TASK TO COMPLETE =>
Transcribe the records below. Leave nothing out and change nothing.

RECORD SET =>
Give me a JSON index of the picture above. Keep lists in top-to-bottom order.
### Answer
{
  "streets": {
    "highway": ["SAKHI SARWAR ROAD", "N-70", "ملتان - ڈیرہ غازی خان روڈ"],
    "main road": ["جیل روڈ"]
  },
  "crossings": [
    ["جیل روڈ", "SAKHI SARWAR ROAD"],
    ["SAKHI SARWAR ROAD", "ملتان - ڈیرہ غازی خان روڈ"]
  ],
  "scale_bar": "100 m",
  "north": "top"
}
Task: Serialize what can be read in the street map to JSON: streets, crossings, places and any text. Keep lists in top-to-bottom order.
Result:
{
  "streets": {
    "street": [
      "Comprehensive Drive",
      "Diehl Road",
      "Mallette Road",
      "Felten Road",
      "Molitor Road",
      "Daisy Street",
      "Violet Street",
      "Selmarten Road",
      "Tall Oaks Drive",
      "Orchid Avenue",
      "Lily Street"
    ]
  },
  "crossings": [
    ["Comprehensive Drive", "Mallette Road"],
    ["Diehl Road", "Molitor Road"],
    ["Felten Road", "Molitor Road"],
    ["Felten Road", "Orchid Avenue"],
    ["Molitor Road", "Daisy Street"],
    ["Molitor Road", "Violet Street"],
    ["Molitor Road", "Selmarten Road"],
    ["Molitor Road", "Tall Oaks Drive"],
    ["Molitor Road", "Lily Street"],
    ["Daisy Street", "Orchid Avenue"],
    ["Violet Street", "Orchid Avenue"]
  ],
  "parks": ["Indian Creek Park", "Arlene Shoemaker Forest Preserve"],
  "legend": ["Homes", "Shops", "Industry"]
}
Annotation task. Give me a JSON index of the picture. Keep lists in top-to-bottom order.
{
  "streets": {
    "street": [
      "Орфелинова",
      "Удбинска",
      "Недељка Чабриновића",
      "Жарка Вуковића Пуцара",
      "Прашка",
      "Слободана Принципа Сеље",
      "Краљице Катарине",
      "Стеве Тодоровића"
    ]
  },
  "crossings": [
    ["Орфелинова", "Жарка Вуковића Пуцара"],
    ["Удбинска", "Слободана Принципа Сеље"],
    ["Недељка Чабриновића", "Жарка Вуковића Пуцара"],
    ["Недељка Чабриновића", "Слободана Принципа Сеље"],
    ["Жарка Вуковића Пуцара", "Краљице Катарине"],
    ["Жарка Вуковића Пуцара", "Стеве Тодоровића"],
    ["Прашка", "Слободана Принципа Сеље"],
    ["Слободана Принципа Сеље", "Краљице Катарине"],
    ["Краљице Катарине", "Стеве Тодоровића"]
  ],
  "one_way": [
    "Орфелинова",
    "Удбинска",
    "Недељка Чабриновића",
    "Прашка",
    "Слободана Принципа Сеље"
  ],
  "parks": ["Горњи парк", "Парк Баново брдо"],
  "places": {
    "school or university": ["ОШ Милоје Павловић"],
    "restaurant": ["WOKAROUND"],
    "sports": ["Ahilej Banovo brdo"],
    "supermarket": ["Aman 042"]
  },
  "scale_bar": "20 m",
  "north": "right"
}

SOLUTION FOR THIS EXERCISE =>
Give me a JSON index of the picture above. Keep lists in top-to-bottom order.
### Answer
{
  "streets": {
    "highway": ["SAKHI SARWAR ROAD", "N-70", "ملتان - ڈیرہ غازی خان روڈ"],
    "main road": ["جیل روڈ"]
  },
  "crossings": [
    ["جیل روڈ", "SAKHI SARWAR ROAD"],
    ["SAKHI SARWAR ROAD", "ملتان - ڈیرہ غازی خان روڈ"]
  ],
  "scale_bar": "100 m",
  "north": "top"
}
Task: Serialize what can be read in the street map to JSON: streets, crossings, places and any text. Keep lists in top-to-bottom order.
Result:
{
  "streets": {
    "street": [
      "Comprehensive Drive",
      "Diehl Road",
      "Mallette Road",
      "Felten Road",
      "Molitor Road",
      "Daisy Street",
      "Violet Street",
      "Selmarten Road",
      "Tall Oaks Drive",
      "Orchid Avenue",
      "Lily Street"
    ]
  },
  "crossings": [
    ["Comprehensive Drive", "Mallette Road"],
    ["Diehl Road", "Molitor Road"],
    ["Felten Road", "Molitor Road"],
    ["Felten Road", "Orchid Avenue"],
    ["Molitor Road", "Daisy Street"],
    ["Molitor Road", "Violet Street"],
    ["Molitor Road", "Selmarten Road"],
    ["Molitor Road", "Tall Oaks Drive"],
    ["Molitor Road", "Lily Street"],
    ["Daisy Street", "Orchid Avenue"],
    ["Violet Street", "Orchid Avenue"]
  ],
  "parks": ["Indian Creek Park", "Arlene Shoemaker Forest Preserve"],
  "legend": ["Homes", "Shops", "Industry"]
}
Annotation task. Give me a JSON index of the picture. Keep lists in top-to-bottom order.
{
  "streets": {
    "street": [
      "Орфелинова",
      "Удбинска",
      "Недељка Чабриновића",
      "Жарка Вуковића Пуцара",
      "Прашка",
      "Слободана Принципа Сеље",
      "Краљице Катарине",
      "Стеве Тодоровића"
    ]
  },
  "crossings": [
    ["Орфелинова", "Жарка Вуковића Пуцара"],
    ["Удбинска", "Слободана Принципа Сеље"],
    ["Недељка Чабриновића", "Жарка Вуковића Пуцара"],
    ["Недељка Чабриновића", "Слободана Принципа Сеље"],
    ["Жарка Вуковића Пуцара", "Краљице Катарине"],
    ["Жарка Вуковића Пуцара", "Стеве Тодоровића"],
    ["Прашка", "Слободана Принципа Сеље"],
    ["Слободана Принципа Сеље", "Краљице Катарине"],
    ["Краљице Катарине", "Стеве Тодоровића"]
  ],
  "one_way": [
    "Орфелинова",
    "Удбинска",
    "Недељка Чабриновића",
    "Прашка",
    "Слободана Принципа Сеље"
  ],
  "parks": ["Горњи парк", "Парк Баново брдо"],
  "places": {
    "school or university": ["ОШ Милоје Павловић"],
    "restaurant": ["WOKAROUND"],
    "sports": ["Ahilej Banovo brdo"],
    "supermarket": ["Aman 042"]
  },
  "scale_bar": "20 m",
  "north": "right"
}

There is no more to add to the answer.